O impasse que se instalou
nas últimas semanas no Congresso e no Senado dos Estados Unidos em relação às
votações sobre o orçamento da União e ao teto da dívida pública demonstra a
vulnerabilidade do atual cenário de crise econômica mundial. Superficialmente, o
debate entre os partidos Democrata e Republicano ocorre em meio a disputas de
projetos políticos, mas é necessário compreender o contexto mais amplo que
revela o estágio atual da economia capitalista.
O governo de Barack Obama
tem demonstrado ambiguidade e, mais do que isso, tem abandonado muitas promessas
feitas durante a campanha eleitoral, o que gera fortes críticas por parte de
setores de esquerda. Ao mesmo tempo, a direita fundamentalista representada pela
ala do partido Republicano conhecida como “tea party” faz oposição raivosa a
qualquer tentativa de se avançar em uma pauta progressista.
O caso mais emblemático
ocorre em torno da nova lei que regula os seguros de saúde, conhecida como
“Obama Care”. A legislação não estabelece um sistema público de saúde, como era
defendido originalmente. Porém, esta nova política garante o subsídio
governamental para que pessoas de baixa renda tenham acesso a seguros de saúde
por um preço mais acessível. Apesar de limitada e de estar longe de garantir o
direito à saúde pública e universal, somente o fato de se instituir minimamente
a regulamentação da poderosa indústria das seguradoras privadas gerou a ira da
ala radical conservadora no Congresso Nacional.
Um grupo minoritário de
parlamentares fundamentalistas bloqueou a votação do orçamento da União e
paralisou o funcionamento de diversos órgãos do governo Federal, desde
assistência social até parques nacionais. O impacto econômico dessas duas
semanas de paralisação foi estimado em $24 bilhões de dólares. Mas a
ameaça principal estava marcada para 17 de outubro, quando terminaria o prazo
para o Congresso aprovar o aumento do teto da dívida pública do país.
Dados do Banco Central dos
Estados Unidos (Federal Reserve) revelam que a dívida ultrapassou o limite
imposto anteriormente de 16 trilhões de dólares.
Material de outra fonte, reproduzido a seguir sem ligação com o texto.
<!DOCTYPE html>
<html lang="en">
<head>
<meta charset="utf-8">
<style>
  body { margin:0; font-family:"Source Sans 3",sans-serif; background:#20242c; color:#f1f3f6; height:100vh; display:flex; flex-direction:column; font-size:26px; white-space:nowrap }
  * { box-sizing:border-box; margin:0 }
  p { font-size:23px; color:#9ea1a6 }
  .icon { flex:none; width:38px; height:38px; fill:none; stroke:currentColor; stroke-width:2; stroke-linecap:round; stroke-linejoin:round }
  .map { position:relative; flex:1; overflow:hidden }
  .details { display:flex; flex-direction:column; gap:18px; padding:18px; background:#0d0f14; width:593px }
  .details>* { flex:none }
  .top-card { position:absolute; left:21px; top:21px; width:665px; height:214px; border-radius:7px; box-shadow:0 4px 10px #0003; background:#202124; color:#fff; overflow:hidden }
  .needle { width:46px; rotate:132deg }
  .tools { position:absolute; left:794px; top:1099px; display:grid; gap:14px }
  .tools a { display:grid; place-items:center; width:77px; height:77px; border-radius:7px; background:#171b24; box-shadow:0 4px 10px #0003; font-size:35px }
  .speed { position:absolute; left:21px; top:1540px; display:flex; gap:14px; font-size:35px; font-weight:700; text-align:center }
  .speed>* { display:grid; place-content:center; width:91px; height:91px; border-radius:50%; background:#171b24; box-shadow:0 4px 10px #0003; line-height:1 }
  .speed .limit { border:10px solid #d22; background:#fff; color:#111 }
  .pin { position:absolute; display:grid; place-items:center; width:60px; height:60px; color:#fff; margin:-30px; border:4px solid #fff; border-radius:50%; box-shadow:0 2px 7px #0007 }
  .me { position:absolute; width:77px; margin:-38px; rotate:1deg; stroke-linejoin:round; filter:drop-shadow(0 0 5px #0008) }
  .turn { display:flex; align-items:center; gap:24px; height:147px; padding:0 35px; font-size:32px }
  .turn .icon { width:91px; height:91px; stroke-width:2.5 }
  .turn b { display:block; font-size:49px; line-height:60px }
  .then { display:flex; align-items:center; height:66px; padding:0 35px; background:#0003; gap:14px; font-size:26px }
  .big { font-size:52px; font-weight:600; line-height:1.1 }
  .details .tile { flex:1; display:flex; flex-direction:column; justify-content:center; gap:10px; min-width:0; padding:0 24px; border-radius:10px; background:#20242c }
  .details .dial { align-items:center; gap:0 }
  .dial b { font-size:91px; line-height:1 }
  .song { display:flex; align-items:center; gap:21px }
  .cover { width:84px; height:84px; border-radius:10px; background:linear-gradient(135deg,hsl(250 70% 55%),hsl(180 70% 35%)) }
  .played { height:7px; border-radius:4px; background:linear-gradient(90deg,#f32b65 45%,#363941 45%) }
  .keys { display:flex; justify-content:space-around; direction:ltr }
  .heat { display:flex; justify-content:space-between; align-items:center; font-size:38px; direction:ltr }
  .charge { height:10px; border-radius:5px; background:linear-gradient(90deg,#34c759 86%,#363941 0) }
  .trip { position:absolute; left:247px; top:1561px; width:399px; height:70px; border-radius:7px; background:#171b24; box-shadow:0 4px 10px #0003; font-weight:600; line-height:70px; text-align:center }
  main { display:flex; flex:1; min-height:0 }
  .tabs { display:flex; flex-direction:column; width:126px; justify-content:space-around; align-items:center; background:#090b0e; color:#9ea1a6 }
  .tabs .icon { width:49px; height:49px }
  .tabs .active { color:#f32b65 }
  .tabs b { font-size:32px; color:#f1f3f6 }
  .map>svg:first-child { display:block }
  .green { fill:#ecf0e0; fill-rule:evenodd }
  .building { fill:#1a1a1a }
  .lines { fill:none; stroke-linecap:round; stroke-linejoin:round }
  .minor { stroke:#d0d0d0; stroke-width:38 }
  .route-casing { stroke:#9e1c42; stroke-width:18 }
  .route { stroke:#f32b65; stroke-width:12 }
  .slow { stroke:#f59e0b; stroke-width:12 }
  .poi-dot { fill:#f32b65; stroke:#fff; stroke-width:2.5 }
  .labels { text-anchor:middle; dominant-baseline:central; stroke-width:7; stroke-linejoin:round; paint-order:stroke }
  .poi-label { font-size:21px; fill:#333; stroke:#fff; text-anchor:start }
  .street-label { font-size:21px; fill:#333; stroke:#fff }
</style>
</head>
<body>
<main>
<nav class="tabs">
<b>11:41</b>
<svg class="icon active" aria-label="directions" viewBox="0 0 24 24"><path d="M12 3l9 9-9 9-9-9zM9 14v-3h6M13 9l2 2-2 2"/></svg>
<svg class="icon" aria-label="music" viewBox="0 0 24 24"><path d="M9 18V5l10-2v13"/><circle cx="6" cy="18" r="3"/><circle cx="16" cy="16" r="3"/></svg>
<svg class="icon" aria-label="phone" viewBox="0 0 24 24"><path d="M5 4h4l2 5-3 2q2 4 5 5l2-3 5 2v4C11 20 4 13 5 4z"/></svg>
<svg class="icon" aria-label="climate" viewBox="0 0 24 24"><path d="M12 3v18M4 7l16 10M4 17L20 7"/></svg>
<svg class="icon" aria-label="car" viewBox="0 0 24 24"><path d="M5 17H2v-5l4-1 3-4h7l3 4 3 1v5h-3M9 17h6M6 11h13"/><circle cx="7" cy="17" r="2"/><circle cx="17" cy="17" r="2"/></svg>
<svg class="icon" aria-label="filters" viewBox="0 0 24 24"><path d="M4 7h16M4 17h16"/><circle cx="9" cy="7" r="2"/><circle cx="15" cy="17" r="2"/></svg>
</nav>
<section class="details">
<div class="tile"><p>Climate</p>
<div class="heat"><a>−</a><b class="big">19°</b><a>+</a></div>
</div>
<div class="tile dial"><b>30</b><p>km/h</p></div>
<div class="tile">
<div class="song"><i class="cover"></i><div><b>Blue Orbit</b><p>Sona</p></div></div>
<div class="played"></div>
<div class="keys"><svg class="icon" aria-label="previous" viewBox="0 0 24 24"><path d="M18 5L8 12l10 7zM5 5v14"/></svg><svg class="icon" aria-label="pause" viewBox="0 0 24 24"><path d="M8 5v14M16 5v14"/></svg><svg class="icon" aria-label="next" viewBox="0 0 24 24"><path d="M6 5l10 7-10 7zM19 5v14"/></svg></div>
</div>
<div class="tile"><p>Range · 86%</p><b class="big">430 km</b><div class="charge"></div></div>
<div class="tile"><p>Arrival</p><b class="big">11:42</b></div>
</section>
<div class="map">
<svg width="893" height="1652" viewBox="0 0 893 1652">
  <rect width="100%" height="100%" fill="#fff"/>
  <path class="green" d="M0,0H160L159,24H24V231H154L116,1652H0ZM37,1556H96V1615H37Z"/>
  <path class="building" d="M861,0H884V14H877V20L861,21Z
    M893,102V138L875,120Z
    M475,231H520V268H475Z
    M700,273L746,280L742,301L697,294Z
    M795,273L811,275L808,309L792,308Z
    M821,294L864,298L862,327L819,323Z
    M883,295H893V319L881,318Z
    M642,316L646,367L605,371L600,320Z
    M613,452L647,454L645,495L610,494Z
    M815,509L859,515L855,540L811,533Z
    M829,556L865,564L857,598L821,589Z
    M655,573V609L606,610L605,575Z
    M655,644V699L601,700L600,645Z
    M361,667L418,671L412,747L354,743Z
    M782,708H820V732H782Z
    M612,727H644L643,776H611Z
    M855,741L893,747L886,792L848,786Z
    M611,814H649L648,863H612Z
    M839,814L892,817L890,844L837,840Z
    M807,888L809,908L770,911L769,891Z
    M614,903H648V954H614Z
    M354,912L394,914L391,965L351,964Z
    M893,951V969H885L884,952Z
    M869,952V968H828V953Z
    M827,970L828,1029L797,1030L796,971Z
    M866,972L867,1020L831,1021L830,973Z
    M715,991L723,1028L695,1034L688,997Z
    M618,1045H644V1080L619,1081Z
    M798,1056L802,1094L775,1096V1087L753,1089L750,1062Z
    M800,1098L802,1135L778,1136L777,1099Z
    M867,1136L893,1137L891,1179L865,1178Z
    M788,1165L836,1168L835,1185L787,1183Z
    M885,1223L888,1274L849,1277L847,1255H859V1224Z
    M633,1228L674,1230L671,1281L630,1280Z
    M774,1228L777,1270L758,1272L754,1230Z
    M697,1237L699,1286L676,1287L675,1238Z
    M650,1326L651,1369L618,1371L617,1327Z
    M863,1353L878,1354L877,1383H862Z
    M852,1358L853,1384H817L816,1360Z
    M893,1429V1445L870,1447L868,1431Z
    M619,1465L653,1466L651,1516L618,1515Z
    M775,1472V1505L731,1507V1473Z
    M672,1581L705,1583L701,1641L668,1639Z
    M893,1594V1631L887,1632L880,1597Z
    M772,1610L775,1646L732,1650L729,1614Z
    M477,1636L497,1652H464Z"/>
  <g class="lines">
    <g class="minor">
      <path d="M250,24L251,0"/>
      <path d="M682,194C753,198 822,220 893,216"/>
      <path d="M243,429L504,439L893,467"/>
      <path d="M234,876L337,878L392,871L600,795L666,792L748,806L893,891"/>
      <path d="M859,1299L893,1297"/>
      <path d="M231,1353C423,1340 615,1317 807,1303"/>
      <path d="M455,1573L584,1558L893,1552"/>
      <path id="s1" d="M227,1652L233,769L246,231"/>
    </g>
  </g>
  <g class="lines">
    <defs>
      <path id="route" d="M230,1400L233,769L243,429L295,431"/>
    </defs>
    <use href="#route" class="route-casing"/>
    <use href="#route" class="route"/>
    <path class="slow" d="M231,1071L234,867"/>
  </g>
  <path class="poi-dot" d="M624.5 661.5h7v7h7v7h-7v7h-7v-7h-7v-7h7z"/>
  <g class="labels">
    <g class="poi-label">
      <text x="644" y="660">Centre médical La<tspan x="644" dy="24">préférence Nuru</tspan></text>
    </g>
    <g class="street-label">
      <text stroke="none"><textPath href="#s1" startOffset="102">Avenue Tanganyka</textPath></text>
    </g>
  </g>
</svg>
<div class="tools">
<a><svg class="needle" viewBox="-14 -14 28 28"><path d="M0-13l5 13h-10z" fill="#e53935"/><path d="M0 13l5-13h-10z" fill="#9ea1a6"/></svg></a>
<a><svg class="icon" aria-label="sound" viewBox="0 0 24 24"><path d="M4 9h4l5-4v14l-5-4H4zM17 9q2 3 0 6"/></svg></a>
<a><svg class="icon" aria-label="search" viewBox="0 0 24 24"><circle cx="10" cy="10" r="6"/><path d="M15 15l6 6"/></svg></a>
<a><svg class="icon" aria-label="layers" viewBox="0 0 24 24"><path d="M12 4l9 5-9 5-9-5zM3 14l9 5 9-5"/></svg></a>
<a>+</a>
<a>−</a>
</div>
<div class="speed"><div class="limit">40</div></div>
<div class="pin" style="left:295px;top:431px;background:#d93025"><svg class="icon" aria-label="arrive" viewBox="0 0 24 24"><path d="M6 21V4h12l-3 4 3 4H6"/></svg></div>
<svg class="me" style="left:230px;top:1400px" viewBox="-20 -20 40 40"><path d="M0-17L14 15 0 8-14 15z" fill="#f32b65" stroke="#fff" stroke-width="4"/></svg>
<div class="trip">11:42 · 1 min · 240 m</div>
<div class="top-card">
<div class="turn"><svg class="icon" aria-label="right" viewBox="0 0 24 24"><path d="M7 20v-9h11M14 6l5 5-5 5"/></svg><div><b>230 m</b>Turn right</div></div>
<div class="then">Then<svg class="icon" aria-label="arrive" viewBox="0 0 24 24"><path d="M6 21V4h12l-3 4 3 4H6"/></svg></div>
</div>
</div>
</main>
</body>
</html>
A maior parte desses papéis,
estimada em cerca de $10 trilhões de dólares, é controlada por empresas
multinacionais e por governos de outros países. A maior detentora individual da
dívida dos Estados Unidos é a China, que coleciona papéis no valor de $1,2
trilhão de dólares.
Este é o principal
elemento que justifica a atual conjuntura de controle “bilateral” que Estados
Unidos e China exercem em relação à economia global. Enquanto os produtos
manufaturados na China são exportados com tarifas preferenciais para o mercado
estadunidense, os chineses garantem a emissão de papel-moeda em dólar que move a
economia fictícia mundial.
Nas últimas décadas,
muitas empresas estadunidenses se instalaram na China em busca de maior extração
de mais-valia através da exploração do trabalho e de recursos naturais. Este
processo de desindustrialização nos Estados Unidos deixou a economia em um
estado permanente de vulnerabilidade, já que a impossibilidade de atingir taxas
aceitáveis de lucro através da exploração do trabalho significou o
aprofundamento da dependência em relação ao mercado financeiro.
A predominância do capital
financeiro que determina o funcionamento da economia mundial está baseada na
emissão de papéis que são negociados a partir da “crença” na estabilidade do
dólar como moeda internacional. Este é o sentido do chamado capital fictício,
que possui a “milagrosa” capacidade de se reproduzir sem passar pelo processo
produtivo. Na verdade, o mercado de dinheiro, nas diversas formas de derivativos
financeiros como mercados de futuro, de câmbio, de bônus e de ações está
intrinsecamente ligado aos setores considerados “produtivos”, pois no atual
estágio do capitalismo tanto empresas privadas quanto governos estimulam as
determinações do capital fictício.
Esta é a principal razão
para o pânico gerado nas elites financeiras e empresariais diante da
possibilidade de um “calote” por parte do Departamento do Tesouro dos Estados
Unidos, caso o Congresso não aprovasse novas emissões de dinheiro. E, por este
mesmo motivo, estava claro que nenhum partido político iria desagradar os
senhores de Wall Street. Este episódio recente é emblemático no sentido de
revelar a vulnerabilidade do modo de produção capitalista e suas ramificações
demonstradas em crises constantes e contínuas.